Archive for August, 2004

Some of the things

Saturday, August 7th, 2004

That make backpacking fun…

Walking back to my room this morning at about 1:30 – my room is oddly enough over the road from the main building. Saw a guy with a big backpack looking around rather dejectedly, pushing on what he thought was the door of the hostel but finding only disappointment.

“Looking for the hostel, mate? That door over there” and seeing his eyes light up.

Having a shower at 2am after a seriously humid day is also one of those nice little things. Slept well last night.

Bicycle tour of Brussels this morning. Stefan and I were riding periliously close to the lovely Kim from Seoul snapping photos that probably aren’t fit for print here. They have some fascinating fashion these Korean girls.

We trashed the bikes good and proper.

I can’t imagine anyone in Melbourne running a bicycle tour with 15 people, no helmets, no respect for road rules on questionably maintained bike. Nor would I get away with walking around the bar sans shoes.

Haven’t found any waffles yet but the chocolate rocks.


Friday, August 6th, 2004

Eurostar (train) is a good way to get out of London. Cheap, fast, fully automated. Anyway in Brussels now where the trains are mercifully much cheaper and less crowded. Nice.

Haven’t done a whole lot yet, save for get very pissed last night with a great group of people from many faraway places. Met a couple of amazing musicians who plied their skills for everyones benefit, too. Apparently Van Gogh used to work in this building (where the hostel is housed). It’s quite a funky, avante garde kind of space.

Went to Atomiom – an enormous steel structure that looks vaguely like an atom. I loved it, actually and took many photos, none of which you or I will see since I lost my camera on the way home. Along with 160 odd photos from the last couple of weeks. Not happy. But at least I have 200 others sitting on a flash card at home. Most of the really picturesque stuff is on there.

Also went to Mini Europe which is brilliant. In fact having seen that I really don’t need to go anywhere else. It’s basically all the major monuments/buildings recreated at 1:25 scale. Amazing detail – each piece costs around 80,000 euros.

I’ll spend tomorrow here – still lots more to check out even if I can’t record the moments on a camera. It actually feels like something of a blessing not having to snap photos all the time.
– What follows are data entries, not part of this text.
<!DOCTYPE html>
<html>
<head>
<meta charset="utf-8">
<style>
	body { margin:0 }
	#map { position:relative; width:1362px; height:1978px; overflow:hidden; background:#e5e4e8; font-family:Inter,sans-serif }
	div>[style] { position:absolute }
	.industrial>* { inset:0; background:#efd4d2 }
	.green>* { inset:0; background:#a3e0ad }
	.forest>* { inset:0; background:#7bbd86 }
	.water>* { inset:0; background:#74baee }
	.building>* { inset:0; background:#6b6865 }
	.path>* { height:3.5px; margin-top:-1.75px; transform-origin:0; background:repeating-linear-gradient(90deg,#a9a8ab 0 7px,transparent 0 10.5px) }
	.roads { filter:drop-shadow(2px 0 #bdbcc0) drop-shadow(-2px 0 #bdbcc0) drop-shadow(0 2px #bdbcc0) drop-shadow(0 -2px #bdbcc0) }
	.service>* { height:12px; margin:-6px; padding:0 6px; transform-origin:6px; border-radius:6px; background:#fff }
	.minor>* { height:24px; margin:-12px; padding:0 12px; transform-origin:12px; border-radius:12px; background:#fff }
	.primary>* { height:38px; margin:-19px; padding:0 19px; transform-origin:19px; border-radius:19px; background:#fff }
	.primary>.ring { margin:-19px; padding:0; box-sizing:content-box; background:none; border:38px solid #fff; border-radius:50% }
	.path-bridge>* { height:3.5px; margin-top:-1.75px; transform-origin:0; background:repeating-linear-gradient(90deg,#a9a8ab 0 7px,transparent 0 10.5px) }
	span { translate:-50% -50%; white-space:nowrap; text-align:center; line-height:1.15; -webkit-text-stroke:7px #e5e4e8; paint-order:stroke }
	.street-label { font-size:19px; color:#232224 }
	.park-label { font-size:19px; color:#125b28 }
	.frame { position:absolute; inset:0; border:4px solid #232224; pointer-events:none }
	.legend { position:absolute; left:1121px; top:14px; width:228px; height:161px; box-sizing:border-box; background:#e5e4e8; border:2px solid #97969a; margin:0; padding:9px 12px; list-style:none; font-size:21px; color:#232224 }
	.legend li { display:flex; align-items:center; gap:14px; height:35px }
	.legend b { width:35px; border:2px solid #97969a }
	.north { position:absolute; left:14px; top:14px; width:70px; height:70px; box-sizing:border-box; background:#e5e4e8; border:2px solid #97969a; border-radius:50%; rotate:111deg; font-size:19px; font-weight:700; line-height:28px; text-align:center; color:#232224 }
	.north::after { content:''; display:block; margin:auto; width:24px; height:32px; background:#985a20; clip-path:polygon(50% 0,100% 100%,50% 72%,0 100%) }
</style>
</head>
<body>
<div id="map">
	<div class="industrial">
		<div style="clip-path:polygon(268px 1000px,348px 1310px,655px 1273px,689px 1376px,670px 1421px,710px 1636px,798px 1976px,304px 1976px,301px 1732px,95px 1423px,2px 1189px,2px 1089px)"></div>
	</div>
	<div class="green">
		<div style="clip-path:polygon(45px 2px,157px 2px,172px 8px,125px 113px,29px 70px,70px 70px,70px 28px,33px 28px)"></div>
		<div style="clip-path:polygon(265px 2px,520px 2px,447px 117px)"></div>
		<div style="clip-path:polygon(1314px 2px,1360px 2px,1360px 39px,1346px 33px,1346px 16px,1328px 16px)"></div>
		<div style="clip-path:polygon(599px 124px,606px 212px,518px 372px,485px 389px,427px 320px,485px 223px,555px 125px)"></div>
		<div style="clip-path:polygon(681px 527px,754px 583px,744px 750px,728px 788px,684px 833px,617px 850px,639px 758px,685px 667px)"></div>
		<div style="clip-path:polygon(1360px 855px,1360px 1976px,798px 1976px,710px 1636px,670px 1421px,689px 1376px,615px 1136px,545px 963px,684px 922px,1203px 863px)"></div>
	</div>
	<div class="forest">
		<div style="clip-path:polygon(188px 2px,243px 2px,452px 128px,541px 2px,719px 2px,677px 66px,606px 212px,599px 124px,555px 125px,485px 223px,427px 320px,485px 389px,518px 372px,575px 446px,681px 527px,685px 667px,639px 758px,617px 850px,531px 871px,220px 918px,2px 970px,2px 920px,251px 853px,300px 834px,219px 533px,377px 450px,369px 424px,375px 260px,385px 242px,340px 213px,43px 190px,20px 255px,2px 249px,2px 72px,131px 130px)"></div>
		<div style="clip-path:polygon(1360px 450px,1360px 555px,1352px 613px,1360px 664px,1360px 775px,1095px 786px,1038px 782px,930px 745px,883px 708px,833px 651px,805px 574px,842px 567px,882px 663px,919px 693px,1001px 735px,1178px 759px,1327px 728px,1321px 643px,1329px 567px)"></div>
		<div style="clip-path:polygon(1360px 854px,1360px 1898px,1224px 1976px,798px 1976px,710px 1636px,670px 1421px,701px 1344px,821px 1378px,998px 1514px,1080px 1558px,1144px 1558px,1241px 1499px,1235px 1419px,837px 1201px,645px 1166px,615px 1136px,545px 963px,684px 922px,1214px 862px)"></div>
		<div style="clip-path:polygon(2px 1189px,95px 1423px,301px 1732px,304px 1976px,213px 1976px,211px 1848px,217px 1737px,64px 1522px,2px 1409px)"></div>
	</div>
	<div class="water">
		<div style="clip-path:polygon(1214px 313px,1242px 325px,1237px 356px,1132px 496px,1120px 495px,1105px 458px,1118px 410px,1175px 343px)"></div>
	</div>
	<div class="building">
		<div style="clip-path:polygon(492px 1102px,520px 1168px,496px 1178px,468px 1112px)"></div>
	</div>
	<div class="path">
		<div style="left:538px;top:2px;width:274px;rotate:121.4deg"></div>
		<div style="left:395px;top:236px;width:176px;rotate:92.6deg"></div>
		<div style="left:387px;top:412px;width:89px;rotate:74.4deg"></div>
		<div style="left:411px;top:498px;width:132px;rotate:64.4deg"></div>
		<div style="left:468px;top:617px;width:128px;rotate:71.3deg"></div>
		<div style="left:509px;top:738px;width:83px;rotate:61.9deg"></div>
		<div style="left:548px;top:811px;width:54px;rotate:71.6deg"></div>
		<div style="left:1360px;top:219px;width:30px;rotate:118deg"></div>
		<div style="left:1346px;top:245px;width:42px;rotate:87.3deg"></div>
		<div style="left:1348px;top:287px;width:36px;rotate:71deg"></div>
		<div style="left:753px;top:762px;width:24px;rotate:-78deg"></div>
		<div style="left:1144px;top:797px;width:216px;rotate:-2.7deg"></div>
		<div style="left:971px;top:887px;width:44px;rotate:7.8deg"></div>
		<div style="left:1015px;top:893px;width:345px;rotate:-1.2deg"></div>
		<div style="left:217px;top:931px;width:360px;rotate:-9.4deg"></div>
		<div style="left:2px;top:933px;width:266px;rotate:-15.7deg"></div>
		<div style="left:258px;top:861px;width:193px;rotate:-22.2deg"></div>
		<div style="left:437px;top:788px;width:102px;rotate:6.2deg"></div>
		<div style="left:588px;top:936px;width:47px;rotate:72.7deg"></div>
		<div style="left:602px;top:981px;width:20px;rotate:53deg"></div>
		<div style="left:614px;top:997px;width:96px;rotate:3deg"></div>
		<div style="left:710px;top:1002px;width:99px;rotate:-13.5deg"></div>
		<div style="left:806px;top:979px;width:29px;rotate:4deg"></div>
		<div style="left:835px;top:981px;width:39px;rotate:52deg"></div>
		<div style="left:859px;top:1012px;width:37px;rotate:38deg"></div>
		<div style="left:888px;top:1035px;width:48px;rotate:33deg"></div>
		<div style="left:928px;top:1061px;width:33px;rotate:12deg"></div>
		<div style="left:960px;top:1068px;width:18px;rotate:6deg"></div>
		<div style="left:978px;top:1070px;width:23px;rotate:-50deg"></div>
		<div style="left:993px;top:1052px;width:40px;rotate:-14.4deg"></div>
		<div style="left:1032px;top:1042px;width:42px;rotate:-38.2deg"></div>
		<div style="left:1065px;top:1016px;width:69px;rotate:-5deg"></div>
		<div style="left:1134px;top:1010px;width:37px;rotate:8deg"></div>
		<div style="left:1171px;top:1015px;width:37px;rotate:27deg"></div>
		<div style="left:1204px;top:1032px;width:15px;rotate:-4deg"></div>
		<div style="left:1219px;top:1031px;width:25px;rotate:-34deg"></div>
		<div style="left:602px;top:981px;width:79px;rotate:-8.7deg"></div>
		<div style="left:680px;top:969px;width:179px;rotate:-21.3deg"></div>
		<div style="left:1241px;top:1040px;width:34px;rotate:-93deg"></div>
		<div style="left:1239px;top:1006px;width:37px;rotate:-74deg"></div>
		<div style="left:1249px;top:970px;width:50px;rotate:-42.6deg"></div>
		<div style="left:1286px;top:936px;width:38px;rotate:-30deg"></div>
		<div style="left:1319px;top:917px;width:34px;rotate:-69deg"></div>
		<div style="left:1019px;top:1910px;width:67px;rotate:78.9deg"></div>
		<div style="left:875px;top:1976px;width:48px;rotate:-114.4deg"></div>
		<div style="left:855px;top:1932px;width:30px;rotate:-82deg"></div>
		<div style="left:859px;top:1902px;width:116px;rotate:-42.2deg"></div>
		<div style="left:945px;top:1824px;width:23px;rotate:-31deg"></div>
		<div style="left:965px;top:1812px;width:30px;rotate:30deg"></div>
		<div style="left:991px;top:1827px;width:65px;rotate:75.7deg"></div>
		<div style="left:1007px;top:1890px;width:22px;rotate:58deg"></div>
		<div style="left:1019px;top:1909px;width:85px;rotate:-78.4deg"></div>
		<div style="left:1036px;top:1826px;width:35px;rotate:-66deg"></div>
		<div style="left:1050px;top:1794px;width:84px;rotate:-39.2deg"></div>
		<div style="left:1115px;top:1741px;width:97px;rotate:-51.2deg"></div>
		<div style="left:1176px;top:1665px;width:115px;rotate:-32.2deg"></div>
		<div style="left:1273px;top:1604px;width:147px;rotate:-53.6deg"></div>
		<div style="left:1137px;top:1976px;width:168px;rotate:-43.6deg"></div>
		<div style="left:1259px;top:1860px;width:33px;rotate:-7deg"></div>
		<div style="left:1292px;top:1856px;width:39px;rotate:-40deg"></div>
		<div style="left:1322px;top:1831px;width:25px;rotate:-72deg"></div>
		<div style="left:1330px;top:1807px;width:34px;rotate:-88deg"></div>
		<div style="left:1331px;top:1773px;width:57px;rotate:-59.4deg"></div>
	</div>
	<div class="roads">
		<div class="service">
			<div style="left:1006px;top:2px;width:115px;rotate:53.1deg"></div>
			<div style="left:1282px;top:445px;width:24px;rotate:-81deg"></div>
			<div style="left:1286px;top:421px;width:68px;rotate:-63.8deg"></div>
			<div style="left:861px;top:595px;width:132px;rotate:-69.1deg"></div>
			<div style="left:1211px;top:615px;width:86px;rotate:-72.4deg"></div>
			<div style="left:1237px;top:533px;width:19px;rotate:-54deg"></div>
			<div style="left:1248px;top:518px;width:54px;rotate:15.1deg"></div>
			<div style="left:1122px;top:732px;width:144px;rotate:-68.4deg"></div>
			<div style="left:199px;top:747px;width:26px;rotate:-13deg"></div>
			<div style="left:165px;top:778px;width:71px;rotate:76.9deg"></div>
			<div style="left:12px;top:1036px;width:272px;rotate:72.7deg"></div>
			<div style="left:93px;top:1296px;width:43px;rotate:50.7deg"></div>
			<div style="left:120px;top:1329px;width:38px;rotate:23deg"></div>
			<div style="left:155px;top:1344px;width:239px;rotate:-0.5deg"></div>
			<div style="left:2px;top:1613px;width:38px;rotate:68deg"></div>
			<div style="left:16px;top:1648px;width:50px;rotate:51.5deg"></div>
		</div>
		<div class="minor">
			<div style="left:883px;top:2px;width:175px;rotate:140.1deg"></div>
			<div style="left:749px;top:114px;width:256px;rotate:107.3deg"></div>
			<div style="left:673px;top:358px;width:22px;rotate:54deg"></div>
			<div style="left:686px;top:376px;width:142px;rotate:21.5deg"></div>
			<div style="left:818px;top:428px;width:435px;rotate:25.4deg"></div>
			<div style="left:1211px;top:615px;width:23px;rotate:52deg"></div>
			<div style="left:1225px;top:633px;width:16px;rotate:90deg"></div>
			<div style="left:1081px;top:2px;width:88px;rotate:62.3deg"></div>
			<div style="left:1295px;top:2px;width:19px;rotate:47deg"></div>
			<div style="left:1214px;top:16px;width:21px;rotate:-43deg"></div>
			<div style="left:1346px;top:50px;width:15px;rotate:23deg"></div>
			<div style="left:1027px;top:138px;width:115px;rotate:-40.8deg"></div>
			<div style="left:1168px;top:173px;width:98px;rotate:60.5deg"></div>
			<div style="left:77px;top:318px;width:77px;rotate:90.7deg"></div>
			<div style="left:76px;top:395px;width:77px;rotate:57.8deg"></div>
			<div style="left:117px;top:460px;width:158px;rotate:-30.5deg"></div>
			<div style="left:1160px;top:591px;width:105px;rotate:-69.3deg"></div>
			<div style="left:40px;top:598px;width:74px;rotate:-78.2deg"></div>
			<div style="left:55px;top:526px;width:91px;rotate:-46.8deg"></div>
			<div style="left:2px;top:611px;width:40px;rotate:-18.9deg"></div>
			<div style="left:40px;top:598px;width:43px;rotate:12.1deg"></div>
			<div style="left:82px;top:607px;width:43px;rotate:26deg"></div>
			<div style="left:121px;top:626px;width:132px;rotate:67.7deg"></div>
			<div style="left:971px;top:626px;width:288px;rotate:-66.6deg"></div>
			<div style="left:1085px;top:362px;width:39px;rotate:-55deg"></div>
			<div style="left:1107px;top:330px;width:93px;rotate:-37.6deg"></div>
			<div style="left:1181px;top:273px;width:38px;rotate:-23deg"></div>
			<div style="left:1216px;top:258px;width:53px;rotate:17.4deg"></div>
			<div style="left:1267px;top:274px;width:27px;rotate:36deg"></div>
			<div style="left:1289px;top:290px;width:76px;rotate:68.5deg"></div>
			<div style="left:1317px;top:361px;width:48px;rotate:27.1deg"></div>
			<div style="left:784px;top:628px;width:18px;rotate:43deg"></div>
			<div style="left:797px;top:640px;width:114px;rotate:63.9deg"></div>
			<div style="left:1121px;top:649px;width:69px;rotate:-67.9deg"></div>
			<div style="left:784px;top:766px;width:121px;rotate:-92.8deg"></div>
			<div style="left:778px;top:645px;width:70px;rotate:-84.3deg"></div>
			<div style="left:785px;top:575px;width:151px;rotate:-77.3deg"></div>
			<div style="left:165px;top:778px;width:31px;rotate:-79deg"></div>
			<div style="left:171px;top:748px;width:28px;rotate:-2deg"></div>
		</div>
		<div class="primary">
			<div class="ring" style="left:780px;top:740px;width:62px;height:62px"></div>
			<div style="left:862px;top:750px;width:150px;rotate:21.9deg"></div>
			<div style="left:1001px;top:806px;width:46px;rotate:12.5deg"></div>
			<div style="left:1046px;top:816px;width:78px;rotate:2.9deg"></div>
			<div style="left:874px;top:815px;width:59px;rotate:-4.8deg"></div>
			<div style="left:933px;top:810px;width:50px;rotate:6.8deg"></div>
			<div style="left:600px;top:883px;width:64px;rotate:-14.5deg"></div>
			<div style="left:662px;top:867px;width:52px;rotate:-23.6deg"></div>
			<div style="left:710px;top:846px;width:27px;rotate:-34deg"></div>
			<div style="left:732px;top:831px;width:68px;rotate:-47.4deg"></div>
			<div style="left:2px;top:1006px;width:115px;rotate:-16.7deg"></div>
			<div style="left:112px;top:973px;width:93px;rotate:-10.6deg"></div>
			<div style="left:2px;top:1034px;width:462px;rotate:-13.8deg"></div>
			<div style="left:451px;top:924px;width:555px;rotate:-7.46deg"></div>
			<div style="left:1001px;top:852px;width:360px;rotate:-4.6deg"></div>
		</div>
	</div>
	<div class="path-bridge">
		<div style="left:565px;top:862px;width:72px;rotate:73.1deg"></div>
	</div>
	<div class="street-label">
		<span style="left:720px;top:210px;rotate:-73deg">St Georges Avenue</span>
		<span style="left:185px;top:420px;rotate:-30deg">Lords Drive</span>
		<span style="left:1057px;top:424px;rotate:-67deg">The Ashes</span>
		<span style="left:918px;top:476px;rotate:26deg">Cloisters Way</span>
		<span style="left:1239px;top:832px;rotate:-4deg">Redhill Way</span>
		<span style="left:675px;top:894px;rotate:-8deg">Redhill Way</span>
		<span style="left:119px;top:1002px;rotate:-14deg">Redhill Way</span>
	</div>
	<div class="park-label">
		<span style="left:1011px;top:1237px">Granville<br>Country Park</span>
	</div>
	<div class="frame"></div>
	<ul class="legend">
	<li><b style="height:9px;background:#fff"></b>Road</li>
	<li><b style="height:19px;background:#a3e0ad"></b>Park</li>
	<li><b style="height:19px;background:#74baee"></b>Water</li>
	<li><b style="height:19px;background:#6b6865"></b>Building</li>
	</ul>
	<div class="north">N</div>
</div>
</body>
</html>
Probably onto Amsterdam after that, I have a good hostel recommendation and the train fare is surprisingly cheap.

Very hot here, contrary to what the forecasters said. Unlike London it doesn’t cool down at night either. I might have to check out that waterslide I saw today ;-)

About ready…

Monday, August 2nd, 2004

… to move on from London now. Don’t have a great deal of inclination today to hop on the train and fight the people traffic to do some more sightseeing. Actually there isn’t a whole lot more here that I’m keen to see.

I’ve done a few things over the last couple of days that have been important to me. Notably a tour of Royal Albert Hall. That place has been a vision in my mind for a number of years now – since reading about the likes of Led Zeppelin and The Rolling Stones playing there in the very early 70s. It’s a truly amazing hall and I can’t wait to get home and watch my Led Zep DVD of them playing there again ;-) We even got to skulk around Her Majesty’s private waiting room.

Spending a few hours watching the ducks in Hyde Park was also time well spent. My mental image of that place owed itself to Douglas Adams’ descriptions of it in So Long and Thanks For All the Fish. For me much of the attraction of London is to finally walk through the places I’ve been aware of for so many years. Could anyone honestly say that when getting the tube through Picadilly or walking up Oxford/Bond St’s or Park Lane that they don’t think of the Monopoly board?

I got stung by nettles yesterday. They really are nasty little buggers, I’ve never met a plant that could be so offensive. Or is it a weed? Anyway: Steer clear.

So yesterday, finally, I made it to a bike race. Fittingly it was far and away the best race I’ve ever been to, so it all worked out nicely in the end. An Australian won one of the races, and so carrying our flag, a beer, and listening to the national anthem is a moment I won’t quickly forget. There were actually only a handful of other Aussie supporters there (well ones that bothered to bring flags) so attracting the attention of our riders on the warm up/down laps and getting a wave was easy enough.

The weather has been pretty amazing. 26-30 every day I’ve been here, which apparently is some kind of record in the UK. Unfortunately it doesn’t look so good once I get to Belgium, with showers forecast every day that I’m there.